Under the rule for La Guardia, existing airlines would keep 988 of the slots they currently operate. The remaining 113 slots would be made available over the next five years by auction to airlines interested in starting new service or expanding current operations at the airport.
In addition, under the rule for JFK and Newark, existing airlines would keep 1,035 of the slots they currently operate at JFK Airport and 1,154 of the 1,245 slots they currently operate at Newark Airport. The remaining 89 slots at JFK and 91 slots at Newark would be made available over a five-year period for airlines wishing to expand their current operations or start new services at either of the airports.

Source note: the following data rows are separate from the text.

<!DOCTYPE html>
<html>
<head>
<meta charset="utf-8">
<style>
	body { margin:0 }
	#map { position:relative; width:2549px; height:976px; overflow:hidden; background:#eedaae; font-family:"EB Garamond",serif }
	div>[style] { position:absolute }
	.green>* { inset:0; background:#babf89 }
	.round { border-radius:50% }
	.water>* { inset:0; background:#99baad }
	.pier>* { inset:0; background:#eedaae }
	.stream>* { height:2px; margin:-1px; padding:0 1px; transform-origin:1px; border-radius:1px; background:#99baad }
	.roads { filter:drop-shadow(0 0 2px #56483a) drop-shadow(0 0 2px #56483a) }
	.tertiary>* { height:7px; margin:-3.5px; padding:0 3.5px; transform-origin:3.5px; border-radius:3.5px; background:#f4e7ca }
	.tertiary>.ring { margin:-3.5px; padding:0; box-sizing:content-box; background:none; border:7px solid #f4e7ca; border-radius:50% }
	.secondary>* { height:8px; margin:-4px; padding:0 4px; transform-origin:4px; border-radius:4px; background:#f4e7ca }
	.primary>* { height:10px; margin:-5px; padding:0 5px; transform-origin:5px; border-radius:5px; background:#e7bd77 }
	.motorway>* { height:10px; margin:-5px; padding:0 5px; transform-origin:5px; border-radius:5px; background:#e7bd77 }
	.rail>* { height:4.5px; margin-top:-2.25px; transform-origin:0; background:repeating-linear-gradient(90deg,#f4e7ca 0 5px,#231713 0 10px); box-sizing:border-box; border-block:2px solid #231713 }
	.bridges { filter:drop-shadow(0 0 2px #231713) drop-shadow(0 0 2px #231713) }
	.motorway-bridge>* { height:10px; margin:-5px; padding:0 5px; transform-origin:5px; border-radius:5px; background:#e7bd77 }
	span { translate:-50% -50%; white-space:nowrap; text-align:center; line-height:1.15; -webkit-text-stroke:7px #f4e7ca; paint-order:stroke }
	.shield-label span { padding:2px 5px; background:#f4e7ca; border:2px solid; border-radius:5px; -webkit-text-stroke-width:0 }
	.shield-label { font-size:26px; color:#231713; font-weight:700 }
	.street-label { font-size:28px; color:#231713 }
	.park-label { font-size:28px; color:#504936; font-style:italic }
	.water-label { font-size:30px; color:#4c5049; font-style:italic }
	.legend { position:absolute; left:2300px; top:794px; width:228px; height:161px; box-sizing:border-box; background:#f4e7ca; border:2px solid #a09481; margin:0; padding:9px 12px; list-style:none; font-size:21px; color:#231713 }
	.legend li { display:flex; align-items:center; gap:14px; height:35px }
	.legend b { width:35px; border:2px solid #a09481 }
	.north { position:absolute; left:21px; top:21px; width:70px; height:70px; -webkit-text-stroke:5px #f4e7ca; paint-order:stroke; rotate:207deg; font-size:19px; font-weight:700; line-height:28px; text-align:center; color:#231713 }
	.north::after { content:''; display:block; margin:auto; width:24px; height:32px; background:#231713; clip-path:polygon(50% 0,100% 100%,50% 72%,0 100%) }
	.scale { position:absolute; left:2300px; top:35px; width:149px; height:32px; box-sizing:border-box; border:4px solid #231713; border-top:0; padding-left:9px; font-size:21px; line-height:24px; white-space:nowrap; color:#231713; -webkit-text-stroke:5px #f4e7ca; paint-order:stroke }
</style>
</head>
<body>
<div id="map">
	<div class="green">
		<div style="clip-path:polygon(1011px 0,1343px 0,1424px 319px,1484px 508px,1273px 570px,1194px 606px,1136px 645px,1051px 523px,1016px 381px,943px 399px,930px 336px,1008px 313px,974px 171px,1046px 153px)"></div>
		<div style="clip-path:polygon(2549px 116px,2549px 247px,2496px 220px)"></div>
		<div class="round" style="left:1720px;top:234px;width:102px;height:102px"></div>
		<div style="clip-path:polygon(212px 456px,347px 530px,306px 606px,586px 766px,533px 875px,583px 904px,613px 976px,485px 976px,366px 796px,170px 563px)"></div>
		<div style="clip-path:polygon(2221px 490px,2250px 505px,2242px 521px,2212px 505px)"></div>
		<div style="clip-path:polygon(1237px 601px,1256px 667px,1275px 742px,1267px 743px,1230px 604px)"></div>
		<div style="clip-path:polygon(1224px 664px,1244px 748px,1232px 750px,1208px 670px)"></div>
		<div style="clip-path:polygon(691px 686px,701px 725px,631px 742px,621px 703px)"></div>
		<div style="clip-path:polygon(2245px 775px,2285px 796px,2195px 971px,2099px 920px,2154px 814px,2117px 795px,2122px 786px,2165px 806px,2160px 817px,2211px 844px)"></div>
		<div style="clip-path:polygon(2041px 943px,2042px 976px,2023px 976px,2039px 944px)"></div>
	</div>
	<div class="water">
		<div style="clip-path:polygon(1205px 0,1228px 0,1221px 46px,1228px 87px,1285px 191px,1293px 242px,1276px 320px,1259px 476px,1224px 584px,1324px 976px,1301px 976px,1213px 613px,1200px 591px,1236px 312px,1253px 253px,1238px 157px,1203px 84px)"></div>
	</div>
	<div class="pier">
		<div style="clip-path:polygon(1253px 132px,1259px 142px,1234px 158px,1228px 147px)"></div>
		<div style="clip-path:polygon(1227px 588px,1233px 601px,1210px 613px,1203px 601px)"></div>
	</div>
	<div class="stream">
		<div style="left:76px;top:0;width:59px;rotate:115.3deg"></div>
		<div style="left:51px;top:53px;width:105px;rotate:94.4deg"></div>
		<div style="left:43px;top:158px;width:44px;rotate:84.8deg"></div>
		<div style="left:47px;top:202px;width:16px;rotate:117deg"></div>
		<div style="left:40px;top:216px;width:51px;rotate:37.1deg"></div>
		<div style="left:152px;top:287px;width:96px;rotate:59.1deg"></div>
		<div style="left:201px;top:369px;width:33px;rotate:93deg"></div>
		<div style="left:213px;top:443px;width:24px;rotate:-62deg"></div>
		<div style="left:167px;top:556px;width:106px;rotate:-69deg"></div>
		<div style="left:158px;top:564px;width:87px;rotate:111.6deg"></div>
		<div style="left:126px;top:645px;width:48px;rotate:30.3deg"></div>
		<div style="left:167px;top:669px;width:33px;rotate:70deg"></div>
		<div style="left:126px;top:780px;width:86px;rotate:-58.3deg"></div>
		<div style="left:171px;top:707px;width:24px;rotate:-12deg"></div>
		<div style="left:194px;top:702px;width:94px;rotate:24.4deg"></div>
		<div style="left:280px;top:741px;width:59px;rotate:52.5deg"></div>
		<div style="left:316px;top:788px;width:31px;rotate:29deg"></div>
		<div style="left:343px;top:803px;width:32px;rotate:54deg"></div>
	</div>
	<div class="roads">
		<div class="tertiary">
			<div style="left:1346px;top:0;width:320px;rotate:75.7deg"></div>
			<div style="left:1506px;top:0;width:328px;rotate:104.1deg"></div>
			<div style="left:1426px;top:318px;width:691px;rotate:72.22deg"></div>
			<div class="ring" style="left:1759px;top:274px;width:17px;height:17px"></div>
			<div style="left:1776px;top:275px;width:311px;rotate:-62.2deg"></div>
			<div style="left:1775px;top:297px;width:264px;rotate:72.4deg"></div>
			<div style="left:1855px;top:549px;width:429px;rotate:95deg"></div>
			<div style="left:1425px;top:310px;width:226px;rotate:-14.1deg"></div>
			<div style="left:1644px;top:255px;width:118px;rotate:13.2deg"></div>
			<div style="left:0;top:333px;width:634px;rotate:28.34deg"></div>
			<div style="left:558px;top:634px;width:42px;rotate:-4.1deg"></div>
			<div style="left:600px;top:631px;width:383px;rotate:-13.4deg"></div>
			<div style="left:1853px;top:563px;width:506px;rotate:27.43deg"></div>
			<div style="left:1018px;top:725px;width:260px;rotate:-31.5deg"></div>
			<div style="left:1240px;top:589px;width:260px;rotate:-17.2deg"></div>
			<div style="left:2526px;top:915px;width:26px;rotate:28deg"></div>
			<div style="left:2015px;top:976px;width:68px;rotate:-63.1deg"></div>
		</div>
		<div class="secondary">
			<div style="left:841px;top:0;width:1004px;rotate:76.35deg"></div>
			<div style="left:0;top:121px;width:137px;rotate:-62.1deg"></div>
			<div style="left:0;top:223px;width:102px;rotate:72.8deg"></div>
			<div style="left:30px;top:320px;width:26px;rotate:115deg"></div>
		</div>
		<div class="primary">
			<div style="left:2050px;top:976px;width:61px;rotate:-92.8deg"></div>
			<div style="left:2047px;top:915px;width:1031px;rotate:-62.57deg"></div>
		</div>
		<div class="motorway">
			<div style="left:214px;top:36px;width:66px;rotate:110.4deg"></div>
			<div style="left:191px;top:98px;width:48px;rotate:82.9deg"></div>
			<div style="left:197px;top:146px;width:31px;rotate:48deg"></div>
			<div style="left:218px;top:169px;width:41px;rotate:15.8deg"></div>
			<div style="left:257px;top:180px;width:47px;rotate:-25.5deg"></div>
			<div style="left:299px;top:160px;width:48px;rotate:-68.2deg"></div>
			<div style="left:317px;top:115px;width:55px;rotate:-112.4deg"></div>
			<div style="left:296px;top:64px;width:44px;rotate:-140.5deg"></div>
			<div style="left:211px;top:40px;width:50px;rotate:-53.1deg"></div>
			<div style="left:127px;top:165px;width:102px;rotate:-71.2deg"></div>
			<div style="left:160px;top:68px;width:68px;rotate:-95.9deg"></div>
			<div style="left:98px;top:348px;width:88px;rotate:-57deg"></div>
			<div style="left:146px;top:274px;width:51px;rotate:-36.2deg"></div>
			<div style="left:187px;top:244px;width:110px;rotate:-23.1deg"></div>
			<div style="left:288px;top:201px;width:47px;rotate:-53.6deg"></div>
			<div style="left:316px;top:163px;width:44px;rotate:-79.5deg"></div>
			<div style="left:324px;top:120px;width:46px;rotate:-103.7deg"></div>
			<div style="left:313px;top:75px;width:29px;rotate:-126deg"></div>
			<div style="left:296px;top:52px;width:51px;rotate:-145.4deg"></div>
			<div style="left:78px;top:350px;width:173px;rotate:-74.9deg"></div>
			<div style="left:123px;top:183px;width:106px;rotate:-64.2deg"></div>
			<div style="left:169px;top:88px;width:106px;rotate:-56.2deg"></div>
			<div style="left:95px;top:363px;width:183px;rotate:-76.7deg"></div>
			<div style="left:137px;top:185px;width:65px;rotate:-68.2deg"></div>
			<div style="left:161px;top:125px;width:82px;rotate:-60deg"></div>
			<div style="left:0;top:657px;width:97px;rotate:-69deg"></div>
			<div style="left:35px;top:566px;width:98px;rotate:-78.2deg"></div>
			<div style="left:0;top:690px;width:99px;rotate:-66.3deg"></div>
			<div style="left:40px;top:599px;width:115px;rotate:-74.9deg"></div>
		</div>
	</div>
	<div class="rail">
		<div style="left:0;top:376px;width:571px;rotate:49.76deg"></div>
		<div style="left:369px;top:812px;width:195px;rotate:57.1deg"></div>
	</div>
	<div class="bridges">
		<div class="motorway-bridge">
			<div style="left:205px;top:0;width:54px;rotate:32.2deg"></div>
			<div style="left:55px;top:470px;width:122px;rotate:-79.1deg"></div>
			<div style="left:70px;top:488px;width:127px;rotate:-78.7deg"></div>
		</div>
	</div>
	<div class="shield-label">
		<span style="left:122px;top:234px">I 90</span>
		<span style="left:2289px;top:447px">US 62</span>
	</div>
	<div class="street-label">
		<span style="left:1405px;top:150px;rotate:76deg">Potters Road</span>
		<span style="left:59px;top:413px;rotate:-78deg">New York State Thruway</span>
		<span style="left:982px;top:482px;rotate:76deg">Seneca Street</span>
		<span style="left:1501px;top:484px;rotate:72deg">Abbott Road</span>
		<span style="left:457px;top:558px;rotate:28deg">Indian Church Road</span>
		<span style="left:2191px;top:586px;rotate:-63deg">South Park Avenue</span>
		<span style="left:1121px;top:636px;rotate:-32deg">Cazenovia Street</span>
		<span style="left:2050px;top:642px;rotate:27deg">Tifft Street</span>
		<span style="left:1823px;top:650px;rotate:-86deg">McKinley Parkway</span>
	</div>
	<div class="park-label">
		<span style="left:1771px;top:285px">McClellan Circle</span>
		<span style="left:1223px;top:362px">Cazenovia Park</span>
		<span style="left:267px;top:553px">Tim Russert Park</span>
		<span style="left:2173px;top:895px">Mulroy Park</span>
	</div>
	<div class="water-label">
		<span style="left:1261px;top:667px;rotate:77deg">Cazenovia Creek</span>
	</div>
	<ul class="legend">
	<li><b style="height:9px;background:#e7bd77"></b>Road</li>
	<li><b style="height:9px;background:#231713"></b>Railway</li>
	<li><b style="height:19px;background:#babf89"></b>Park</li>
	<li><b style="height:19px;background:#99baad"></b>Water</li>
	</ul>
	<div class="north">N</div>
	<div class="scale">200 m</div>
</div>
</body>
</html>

The Secretary said that as a result of the auctions, all airlines would have an opportunity to enter or expand current operations in the New York market. She noted that additional competition like the kind the auctions would bring is proven to lower fares and improve service. She noted, for example, that fares declined by 25 percent at Philadelphia International Airport after a new airline entered that market in 2004. She added that when a new airline began serving JFK airport in 2000, fares fell to some destinations by as much as 50 percent.
“Without slot auctions, a small number of airlines will profit while travelers bear the brunt of higher fares, fewer choices and deteriorating service,” the Secretary said. “Slot auctions, meanwhile, will keep flights to New York affordable, available and vibrant while giving all airlines an opportunity to compete in one of the world’s most popular aviation markets.”